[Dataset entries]
▬▬▬▬▬▬
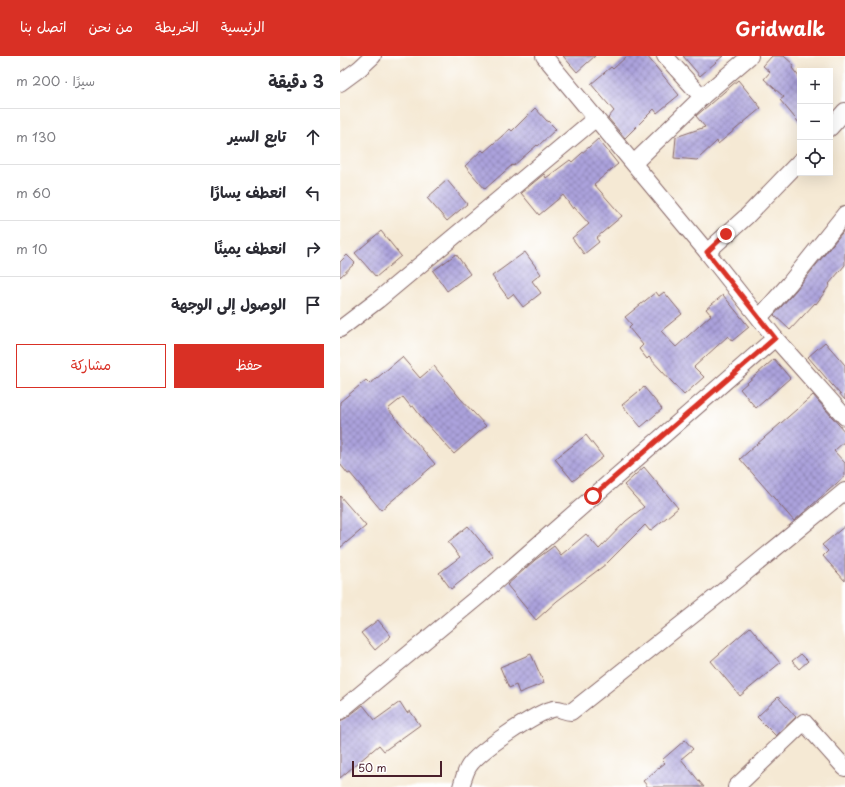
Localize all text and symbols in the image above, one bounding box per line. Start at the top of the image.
text: Gridwalk [735,14,825,42]
text: اتصل بنا [20,16,66,37]
text: من نحن [88,16,133,37]
text: الخريطة [155,16,199,37]
text: الرئيسية [221,16,265,37]
text: 3 دقيقة [268,68,324,94]
map controls [797,68,833,176]
button: + [797,68,833,104]
text: سيرًا · 200 m [16,71,95,90]
button: − [797,104,833,140]
text: تابع السير [228,124,286,147]
icon: ahead [302,126,324,148]
text: 130 m [16,127,56,146]
button: locate [797,140,833,176]
text: انعطف يسارًا [210,180,286,203]
icon: left [302,182,324,204]
text: 60 m [16,183,51,202]
route end [717,225,735,243]
text: انعطف يمينًا [214,236,286,259]
icon: right [302,238,324,260]
text: 10 m [16,239,47,258]
text: الوصول إلى الوجهة [171,292,286,315]
icon: arrive [302,294,324,316]
button: مشاركة [16,344,166,388]
button: حفظ [174,344,324,388]
route start [584,487,602,505]
scale bar [352,759,442,778]
text: 50 m [358,759,387,776]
▬▬▬▬▬▬
Pictures stay out; the data above is to be returned exactly.

*SOLUTION*:
Localize all text and symbols in the image above, one bounding box per line. Start at the top of the image.
text: Gridwalk [735,14,825,42]
text: اتصل بنا [20,16,66,37]
text: من نحن [88,16,133,37]
text: الخريطة [155,16,199,37]
text: الرئيسية [221,16,265,37]
text: 3 دقيقة [268,68,324,94]
map controls [797,68,833,176]
button: + [797,68,833,104]
text: سيرًا · 200 m [16,71,95,90]
button: − [797,104,833,140]
text: تابع السير [228,124,286,147]
icon: ahead [302,126,324,148]
text: 130 m [16,127,56,146]
button: locate [797,140,833,176]
text: انعطف يسارًا [210,180,286,203]
icon: left [302,182,324,204]
text: 60 m [16,183,51,202]
route end [717,225,735,243]
text: انعطف يمينًا [214,236,286,259]
icon: right [302,238,324,260]
text: 10 m [16,239,47,258]
text: الوصول إلى الوجهة [171,292,286,315]
icon: arrive [302,294,324,316]
button: مشاركة [16,344,166,388]
button: حفظ [174,344,324,388]
route start [584,487,602,505]
scale bar [352,759,442,778]
text: 50 m [358,759,387,776]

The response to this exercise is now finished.